Monday, 16 November 2015

ATWD Assignment: Code Example (3)

Mapping the data to MySQL 2: Using XSLT

Another approach to mapping the dataset would be to use XSLT to write out the necessary SQL Schema and Insert statements. We could then feed this "rendering" to MySQL using a PHP built pipe.

XSLT (as a xml dom to other format converter) was created to get this kind of job done. Hence XSLT is a great tool for generating code.

"I'd rather write programs that write programs than write programs" said ap.

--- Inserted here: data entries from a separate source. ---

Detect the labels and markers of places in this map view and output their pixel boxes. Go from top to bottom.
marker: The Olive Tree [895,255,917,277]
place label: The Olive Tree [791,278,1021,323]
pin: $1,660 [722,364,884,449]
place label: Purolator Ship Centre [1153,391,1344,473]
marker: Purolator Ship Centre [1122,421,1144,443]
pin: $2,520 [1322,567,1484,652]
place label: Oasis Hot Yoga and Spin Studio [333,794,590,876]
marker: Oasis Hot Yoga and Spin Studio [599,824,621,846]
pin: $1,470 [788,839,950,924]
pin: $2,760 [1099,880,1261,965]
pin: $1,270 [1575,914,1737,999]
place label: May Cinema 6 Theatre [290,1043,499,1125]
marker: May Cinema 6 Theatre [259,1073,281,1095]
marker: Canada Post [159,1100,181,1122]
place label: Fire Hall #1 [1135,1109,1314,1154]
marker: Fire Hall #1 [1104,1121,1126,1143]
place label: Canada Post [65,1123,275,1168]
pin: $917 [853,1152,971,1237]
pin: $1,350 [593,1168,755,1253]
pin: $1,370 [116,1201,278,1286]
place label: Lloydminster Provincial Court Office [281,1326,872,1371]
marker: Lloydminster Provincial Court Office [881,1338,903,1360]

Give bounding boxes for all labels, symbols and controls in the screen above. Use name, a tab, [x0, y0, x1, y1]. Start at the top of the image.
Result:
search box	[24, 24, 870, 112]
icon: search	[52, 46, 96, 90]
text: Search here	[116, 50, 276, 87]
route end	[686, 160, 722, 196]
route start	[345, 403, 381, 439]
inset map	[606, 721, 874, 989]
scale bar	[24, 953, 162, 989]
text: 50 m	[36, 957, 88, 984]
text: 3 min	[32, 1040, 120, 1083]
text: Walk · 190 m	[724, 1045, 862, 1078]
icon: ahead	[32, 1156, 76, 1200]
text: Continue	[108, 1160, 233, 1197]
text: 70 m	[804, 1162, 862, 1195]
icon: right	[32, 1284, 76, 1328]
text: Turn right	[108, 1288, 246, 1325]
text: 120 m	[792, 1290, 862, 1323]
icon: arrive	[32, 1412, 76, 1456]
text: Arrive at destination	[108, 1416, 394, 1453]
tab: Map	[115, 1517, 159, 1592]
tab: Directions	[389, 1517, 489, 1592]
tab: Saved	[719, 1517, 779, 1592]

We will stick to using XSLT 1.0 & the oXygen editor. If you don't have access to OXygen then use a tool like Kernow.

(On the second semester sister module ATWD2 we will consider XSLT 2.0/3.0, XPATH 3.0 & XQuery in much more detail. For instance, using XSLT to generate PHP code.)

Re-exmine the source file: transport_v1.xml

It's always good to examine the source file/s (once again) before embarking on a XSL stylesheet.

We won't make any structural changes to our input file but notice the following:

  • the by 'car' percent value is derived. A sum of 'as driver' + 'as passenger';
  • hence the last seven percent values for any ward should add up to 100.

(Points worth recalling when we come to develop a Schema.)

The eXtensible Stylesheet Language

XSL is a family of (W3C) recommendations for defining XML document transformation and presentation (formatting).

XSL is really a pattern oriented transformation language. XPATH is used to find the patterns in one or more input documents. When the (user defined) patterns are matched, XSL applies the transformations associated with those patterns and writes out the result.

This makes XSLT (the implementation of XSL) like SQL & Prolog, a declartive programming language. Expressing the logic of the computation rather than the control flow. This is in contrast to imperative programming languages (like PHP) where one or more algorithms are implemented in terms of explicit steps.

To write XSL productively you need some XML aware tools. oXygen and Kernow are great because you can load a source document and try out various XPath expressions interactively. The other reason is that Namespaces play a crucial role when developing with the XML family of technologies. Tools that are namespace aware can help greatly.

Developing the Stylesheet

In the script that follows we've used XSLT 1.0 & XPATH 1.0.

Note how the script takes advantage of the well-ordered data in the input file (i.e. the mode elements are in the same order within each ward element). This order (position) is used to generate keys.

That is, the position of the (parent) ward element in relation to its siblings is worked out using the xpath expression: count(../preceding-sibling::*) + 1 (line 25).

(Question: why is this order not significant for the PHP script (xmltodb.php) and how might we go about not relying on the order in the XSLT code.)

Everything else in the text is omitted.